*** Data under study ***

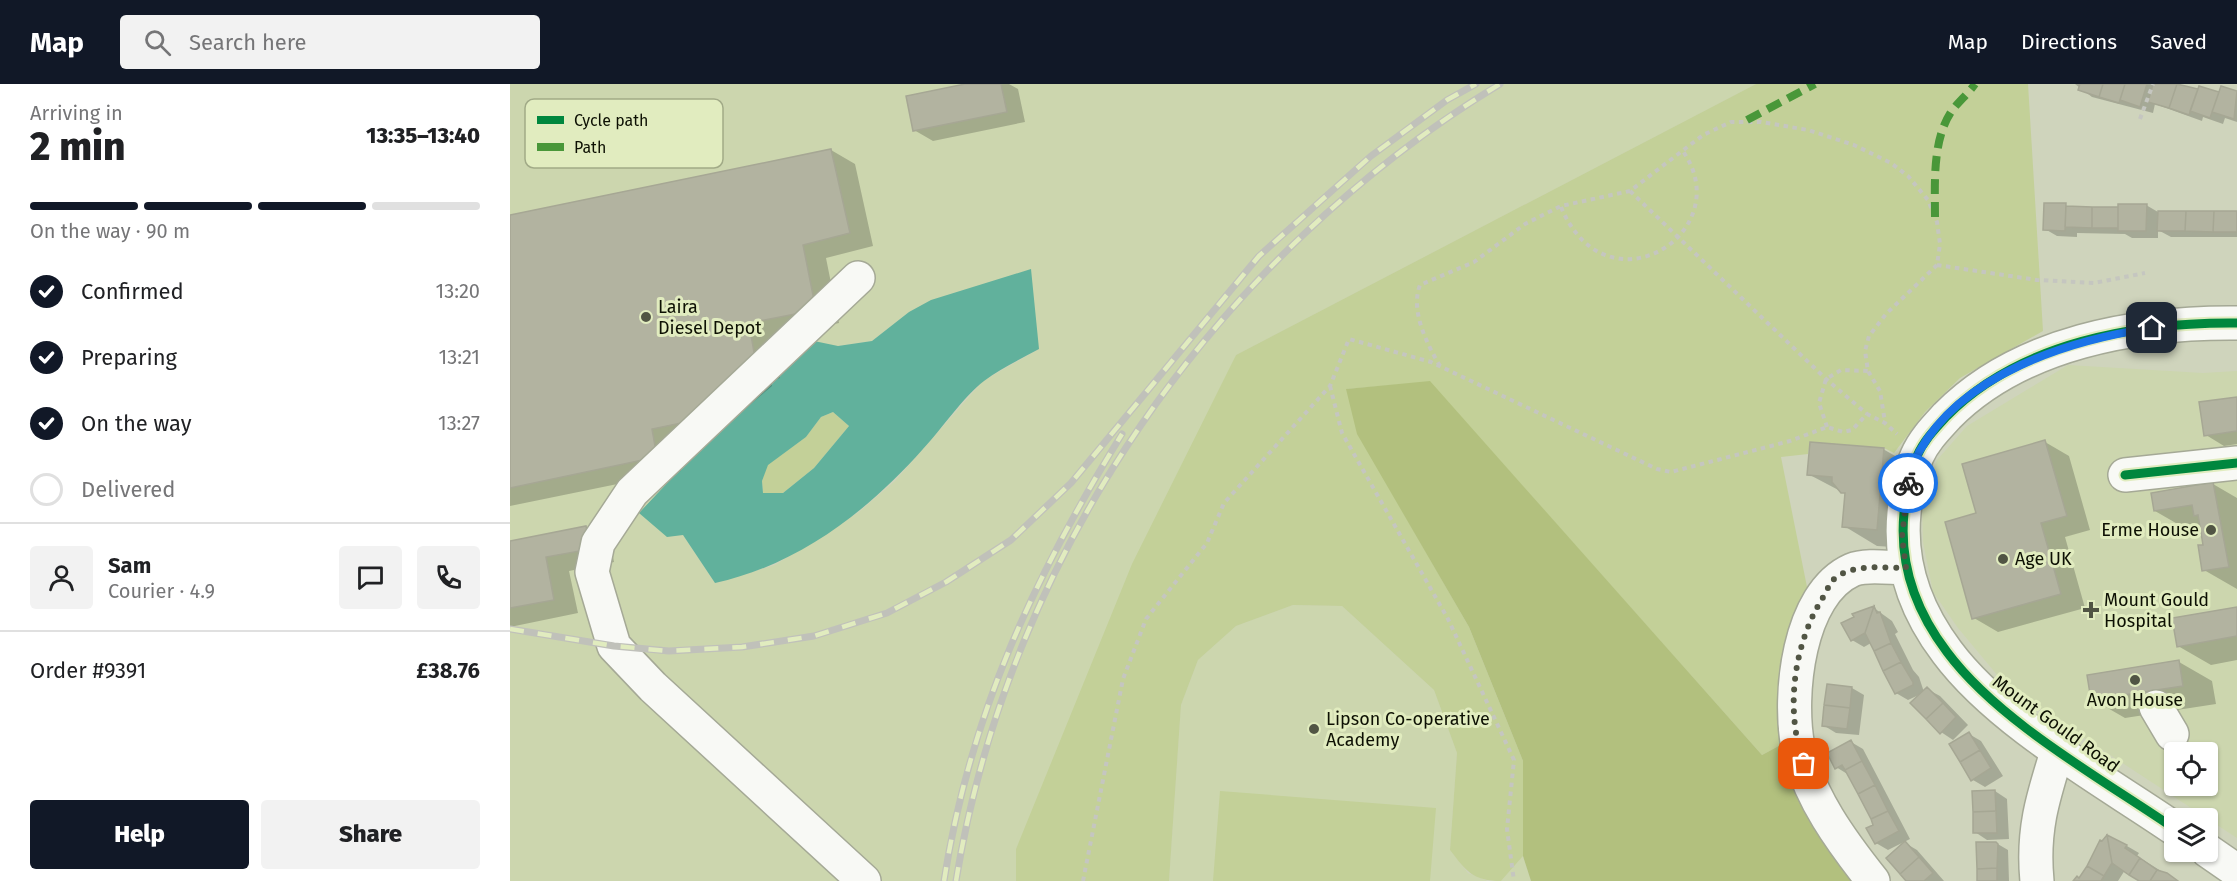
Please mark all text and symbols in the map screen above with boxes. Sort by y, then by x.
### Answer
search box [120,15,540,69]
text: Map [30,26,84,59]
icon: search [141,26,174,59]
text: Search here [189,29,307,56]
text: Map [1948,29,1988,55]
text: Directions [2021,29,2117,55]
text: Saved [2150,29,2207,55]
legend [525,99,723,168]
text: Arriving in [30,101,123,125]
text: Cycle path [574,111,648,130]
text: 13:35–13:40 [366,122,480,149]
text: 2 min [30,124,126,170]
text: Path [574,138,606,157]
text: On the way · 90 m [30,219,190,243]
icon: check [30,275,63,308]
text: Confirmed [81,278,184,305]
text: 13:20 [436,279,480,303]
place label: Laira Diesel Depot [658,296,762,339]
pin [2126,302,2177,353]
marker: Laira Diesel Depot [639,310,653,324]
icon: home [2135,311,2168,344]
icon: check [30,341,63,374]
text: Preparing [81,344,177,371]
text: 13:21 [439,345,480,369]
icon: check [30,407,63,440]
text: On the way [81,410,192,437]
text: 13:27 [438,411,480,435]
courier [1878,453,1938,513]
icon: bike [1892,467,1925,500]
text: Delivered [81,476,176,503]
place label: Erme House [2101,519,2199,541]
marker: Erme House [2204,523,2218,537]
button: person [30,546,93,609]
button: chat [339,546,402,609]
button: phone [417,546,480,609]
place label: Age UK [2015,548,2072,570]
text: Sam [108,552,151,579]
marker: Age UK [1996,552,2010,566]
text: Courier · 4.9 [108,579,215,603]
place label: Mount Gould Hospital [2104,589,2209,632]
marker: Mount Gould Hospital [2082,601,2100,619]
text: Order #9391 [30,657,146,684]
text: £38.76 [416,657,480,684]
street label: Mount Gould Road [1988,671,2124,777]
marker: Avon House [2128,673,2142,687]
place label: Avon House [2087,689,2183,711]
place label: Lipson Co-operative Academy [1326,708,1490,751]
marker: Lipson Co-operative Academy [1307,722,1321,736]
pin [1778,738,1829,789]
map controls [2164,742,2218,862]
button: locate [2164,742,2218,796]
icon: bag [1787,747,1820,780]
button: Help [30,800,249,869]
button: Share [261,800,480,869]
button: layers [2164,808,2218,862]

*** End of Data under study ***

What you need to do:
Return every entry exactly, dropping the pictures.

Response for this exercise:
Please mark all text and symbols in the map screen above with boxes. Sort by y, then by x.
### Answer
search box [120,15,540,69]
text: Map [30,26,84,59]
icon: search [141,26,174,59]
text: Search here [189,29,307,56]
text: Map [1948,29,1988,55]
text: Directions [2021,29,2117,55]
text: Saved [2150,29,2207,55]
legend [525,99,723,168]
text: Arriving in [30,101,123,125]
text: Cycle path [574,111,648,130]
text: 13:35–13:40 [366,122,480,149]
text: 2 min [30,124,126,170]
text: Path [574,138,606,157]
text: On the way · 90 m [30,219,190,243]
icon: check [30,275,63,308]
text: Confirmed [81,278,184,305]
text: 13:20 [436,279,480,303]
place label: Laira Diesel Depot [658,296,762,339]
pin [2126,302,2177,353]
marker: Laira Diesel Depot [639,310,653,324]
icon: home [2135,311,2168,344]
icon: check [30,341,63,374]
text: Preparing [81,344,177,371]
text: 13:21 [439,345,480,369]
icon: check [30,407,63,440]
text: On the way [81,410,192,437]
text: 13:27 [438,411,480,435]
courier [1878,453,1938,513]
icon: bike [1892,467,1925,500]
text: Delivered [81,476,176,503]
place label: Erme House [2101,519,2199,541]
marker: Erme House [2204,523,2218,537]
button: person [30,546,93,609]
button: chat [339,546,402,609]
button: phone [417,546,480,609]
place label: Age UK [2015,548,2072,570]
text: Sam [108,552,151,579]
marker: Age UK [1996,552,2010,566]
text: Courier · 4.9 [108,579,215,603]
place label: Mount Gould Hospital [2104,589,2209,632]
marker: Mount Gould Hospital [2082,601,2100,619]
text: Order #9391 [30,657,146,684]
text: £38.76 [416,657,480,684]
street label: Mount Gould Road [1988,671,2124,777]
marker: Avon House [2128,673,2142,687]
place label: Avon House [2087,689,2183,711]
place label: Lipson Co-operative Academy [1326,708,1490,751]
marker: Lipson Co-operative Academy [1307,722,1321,736]
pin [1778,738,1829,789]
map controls [2164,742,2218,862]
button: locate [2164,742,2218,796]
icon: bag [1787,747,1820,780]
button: Help [30,800,249,869]
button: Share [261,800,480,869]
button: layers [2164,808,2218,862]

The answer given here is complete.